Seated directly stage left, giddiness enveloped me as the lights dimmed and I saw Phil take the stage. While he's still a youthful (by classic rocker standards) 67 years-old, Phil gingerly made his way to his seat in front of a microphone at center stage. "Getting old is a bitch," he muttered as the applause from the crowd finally quieted. After multiple surgeries on his back and shoulder and nearing drinking himself to death, Collins' emerged from his deep depression and returned to touring aptly adopting the name "Not Dead Yet"for his tour. As his band struck up "Against All Odds (Take a Look at Me Now)", his show came to life...and so, too, did all my feelings.
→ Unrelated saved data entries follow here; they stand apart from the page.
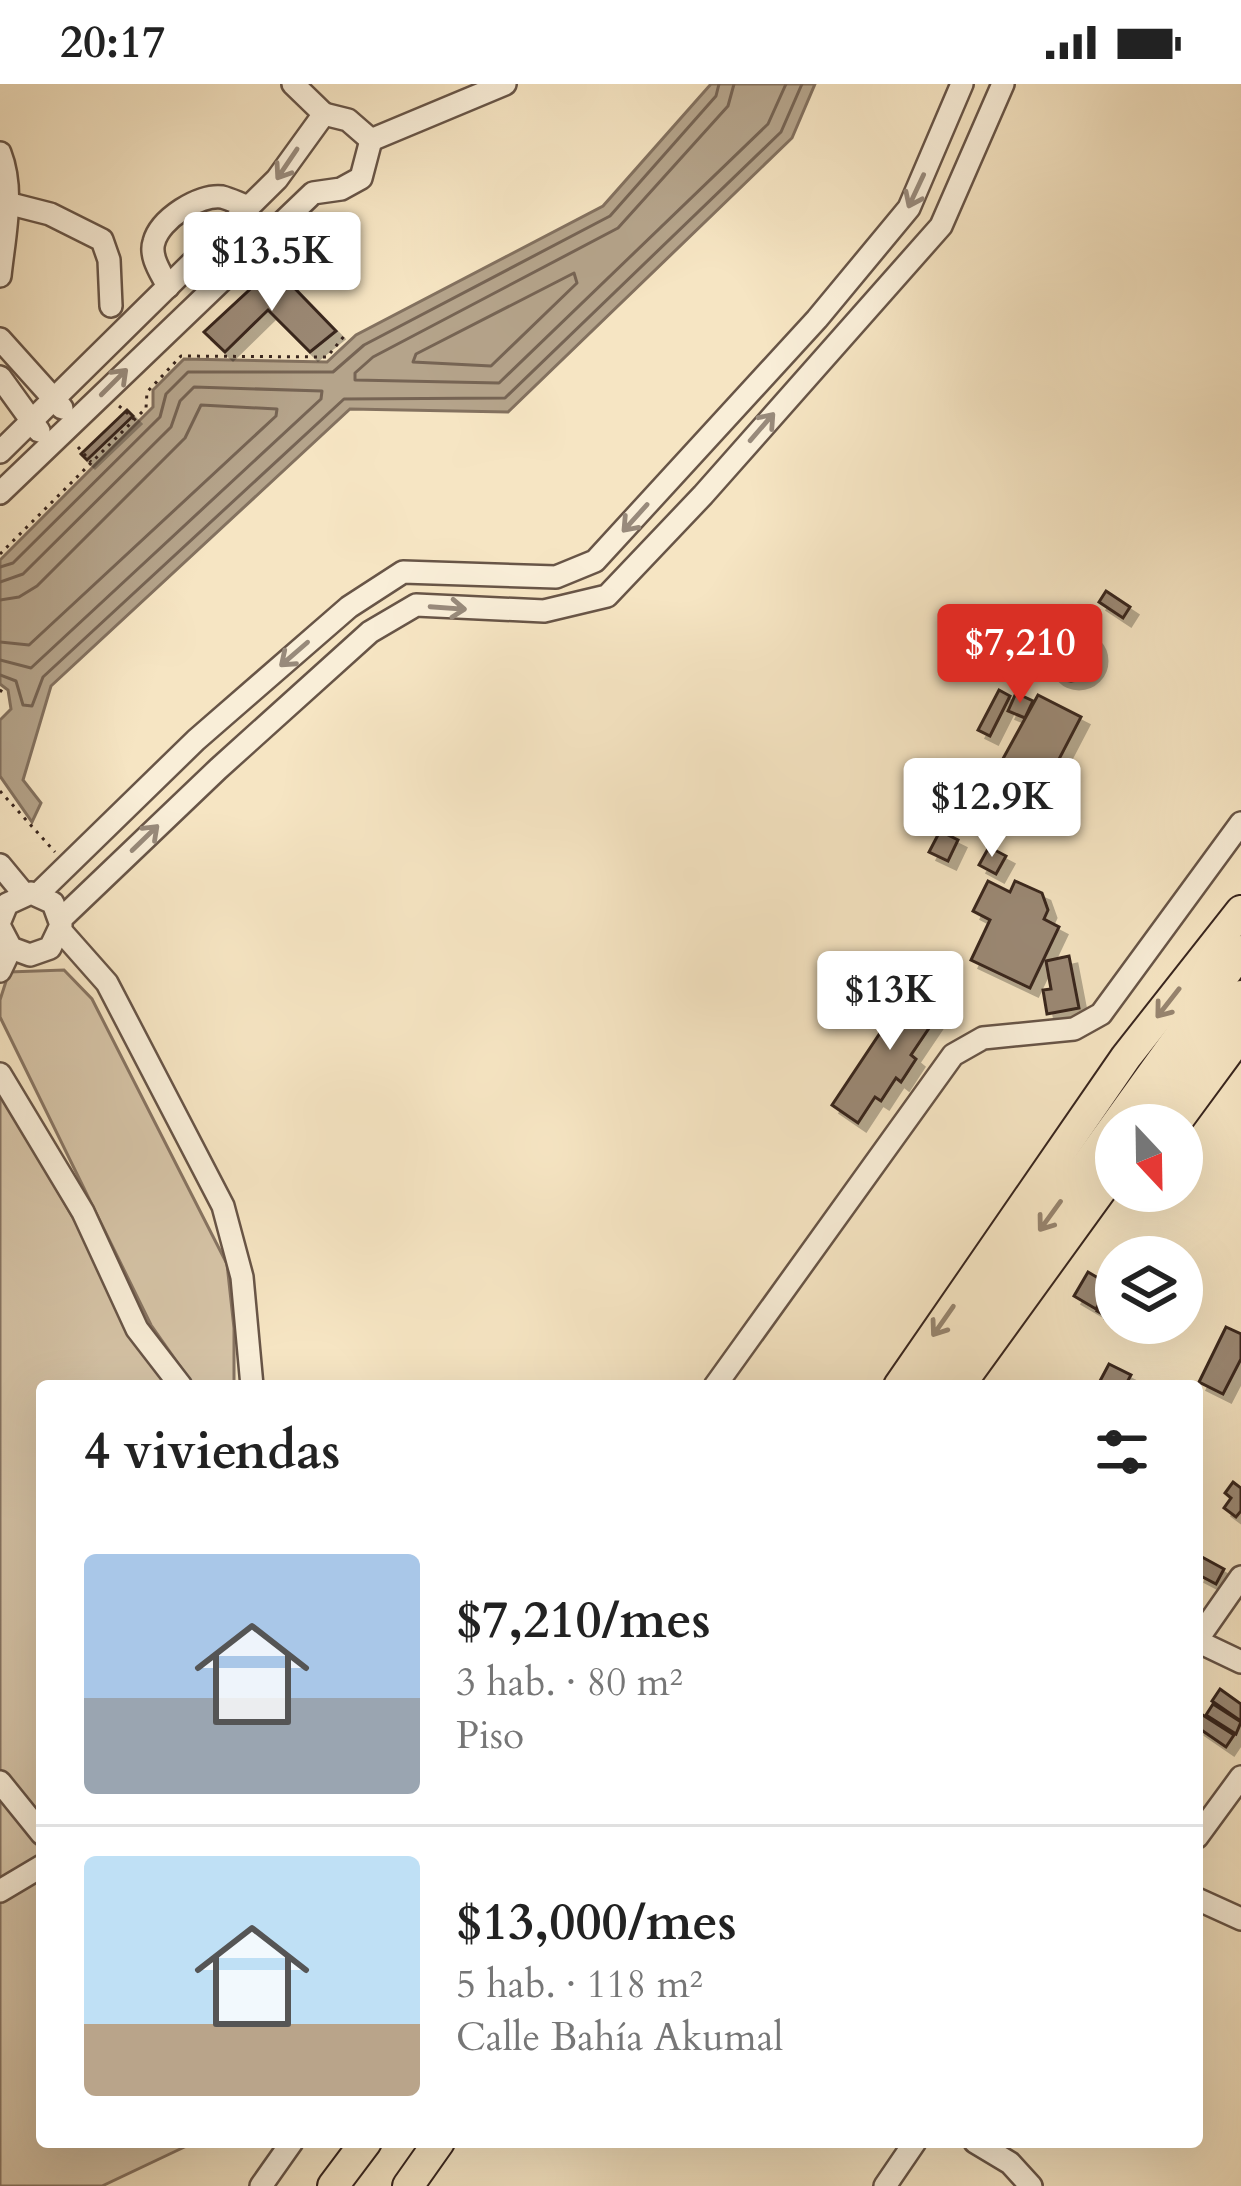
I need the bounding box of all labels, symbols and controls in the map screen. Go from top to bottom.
text: 20:17 [60,12,165,73]
one-way arrow [275,146,300,180]
one-way arrow [904,173,926,209]
pin: $13.5K [174,212,370,314]
text: $13.5K [211,224,333,277]
one-way arrow [99,368,128,397]
one-way arrow [748,412,775,443]
one-way arrow [621,502,649,532]
one-way arrow [428,596,467,619]
pin: $7,210 [922,604,1118,706]
text: $7,210 [964,616,1076,669]
one-way arrow [280,640,310,668]
pin: $12.9K [894,758,1090,860]
text: $12.9K [931,770,1053,823]
one-way arrow [130,825,160,853]
pin: $13K [819,951,961,1053]
text: $13K [844,963,936,1016]
one-way arrow [1155,987,1182,1019]
north arrow [1095,1104,1203,1212]
map controls [1095,1104,1203,1344]
one-way arrow [1038,1199,1063,1233]
button: layers [1095,1236,1203,1344]
one-way arrow [931,1304,956,1338]
text: 4 viviendas [84,1417,340,1487]
icon: filters [1089,1419,1155,1485]
text: $7,210/mes [456,1586,711,1656]
icon: home [180,1602,324,1746]
text: 3 hab. · 80 m² [456,1656,683,1709]
text: Piso [456,1709,524,1762]
text: $13,000/mes [456,1888,737,1958]
icon: home [180,1904,324,2048]
text: 5 hab. · 118 m² [456,1958,703,2011]
text: Calle Bahía Akumal [456,2011,784,2064]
Phil's setlist spanned the early days of my life ("Follow You Follow Me") to middle school "Something Happened on the Way to Heaven") to college ("Dance into the Light") and beyond ("You'll Be in My Heart"). Every melody resurrected memories of where I was when I first heard Phil's music: on the radio while swimming in our pool, in the hallways of my high school, from the static-filled speakers of my Pontiac Firebird while driving down Lake Shore Drive to my first job in radio. Suddenly, I was feeling more than just the two vodka sodas I downed before the show.
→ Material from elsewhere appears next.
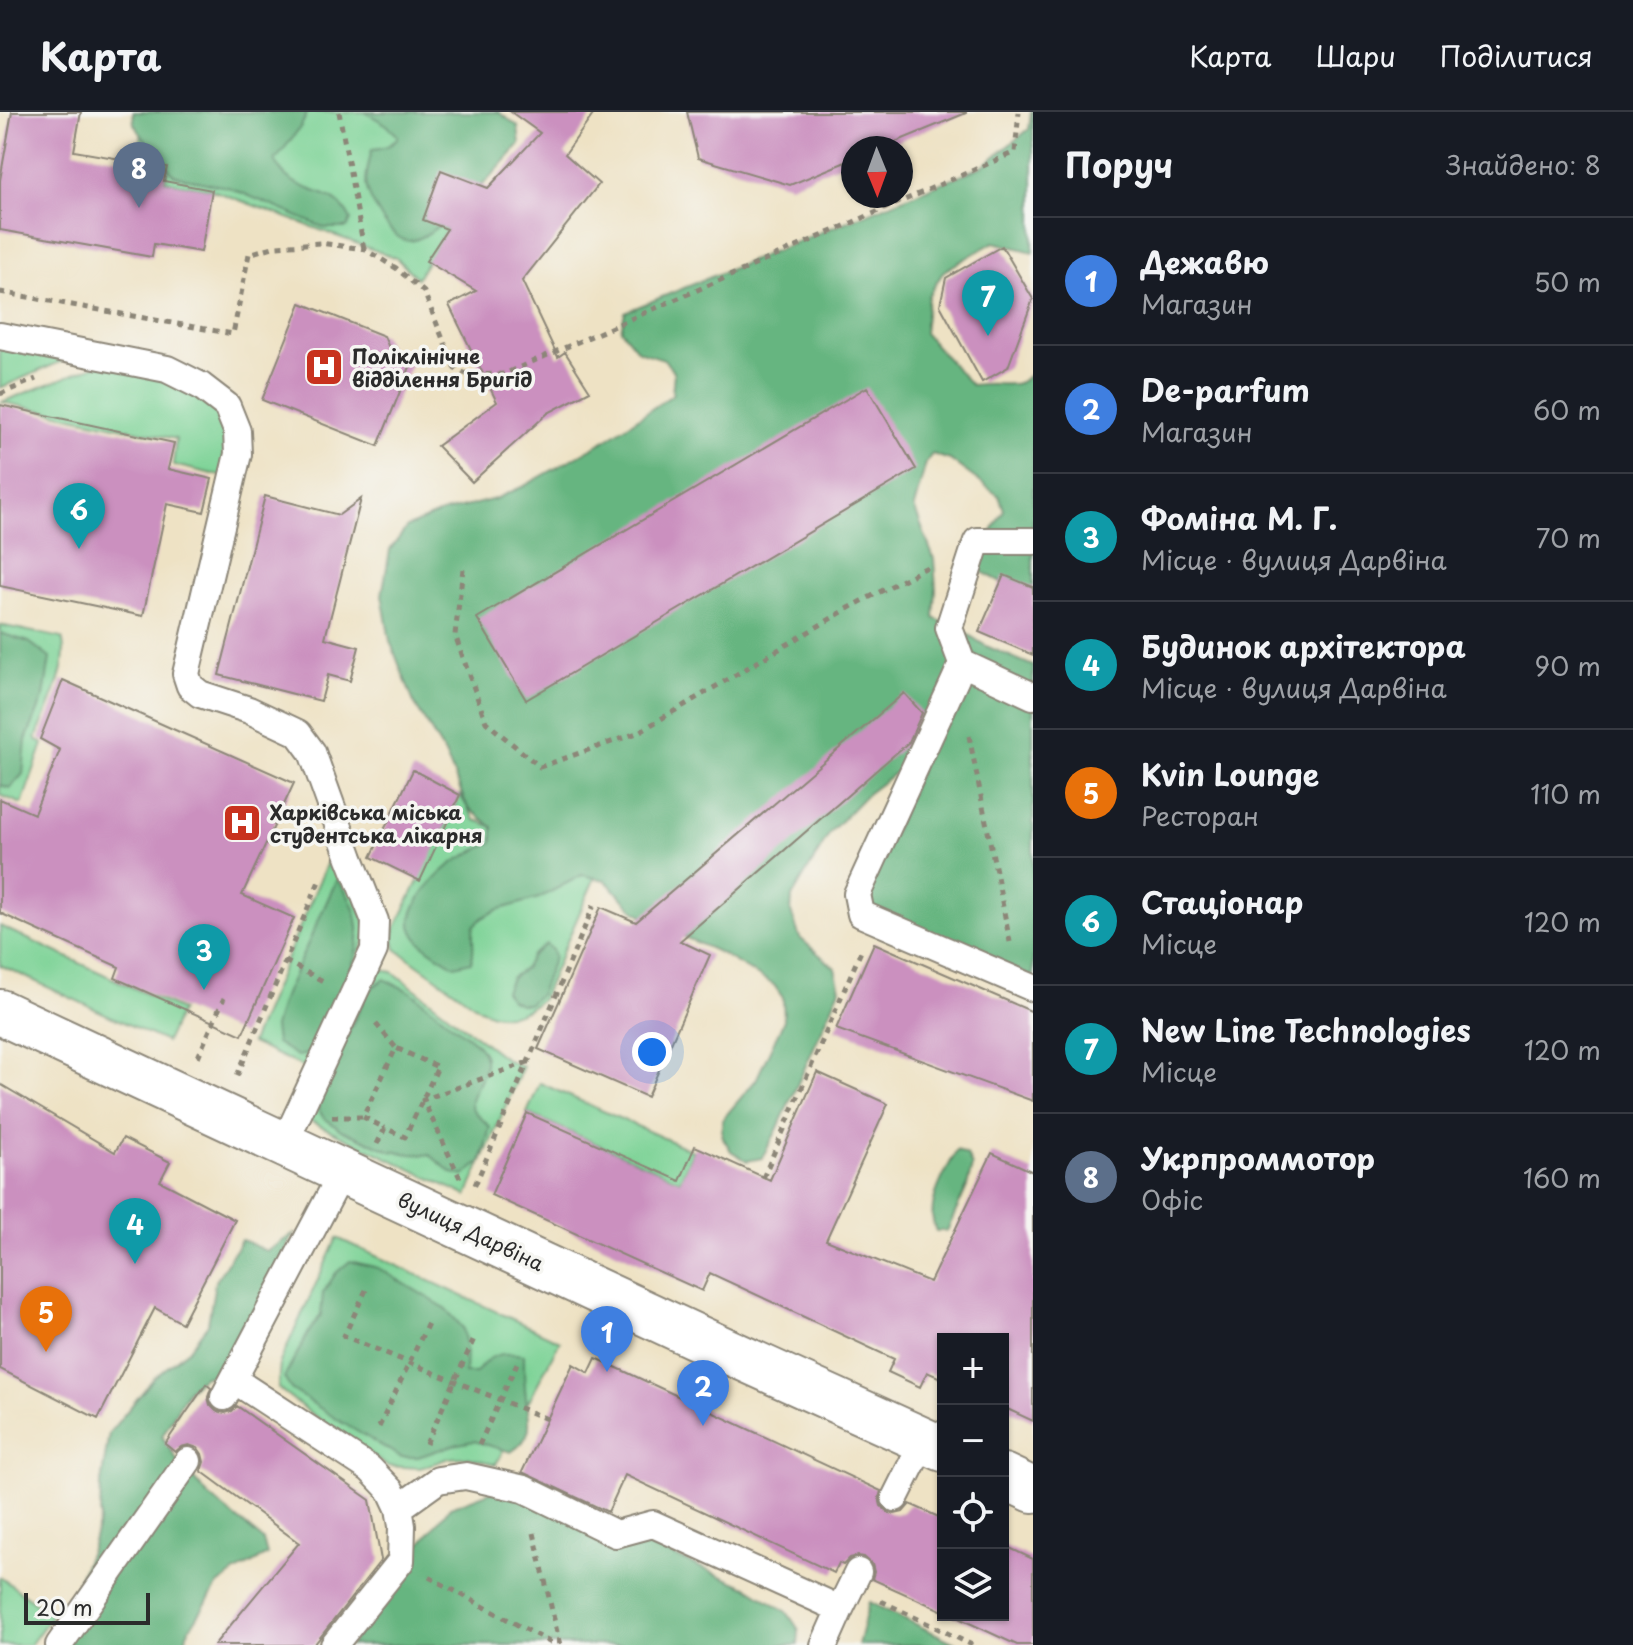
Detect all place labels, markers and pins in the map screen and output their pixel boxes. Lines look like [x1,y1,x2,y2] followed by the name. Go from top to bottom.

Too frail to play the drums let alone stand upright, Collins passed his drumsticks to his 17 year-old son, Nicholas. I don't know what you were doing at 17 years-old, but I had bad acne and played with model trains. My teenage years weren't kind to me. When it came time to introduce the band, the crowd eagerly anticipated Nicholas' introduction so much that Phil had to pause to let the crowd's roar drop to a low-roar. Phil told the story of his son paging through his entire catalog of music and finding one song he really enjoyed called "You Know What I Mean". With that, Nic moved from behind the drums and onto stage where he played the piano while dad sang. Every man in attendance that evening tried very hard to swallow the lump in their respective throats...some with more luck than others. I found myself questioning my purpose. While I've achieved so many of my goals, I took inventory of what was undone. I'm 41, never married, and have no children. These were all choices I made and never really challenged until...a Phil Collins concert?!? It's true. Even with the horns blaring during "Invisible Touch", my mind continued to churn through feelings of accomplishment, disappointment, fear, loneliness, and hope.
I used to dislike being sensitive. I thought it made me weak, but take away that single trait, and you take away the very essence of who I am. You take away my conscience, my ability to empathize, my intuition, my creativity, my deep appreciation of the little things, my vivid inner pain, my keen awareness to others pain and my passion for it all. Phil Collins....who knew?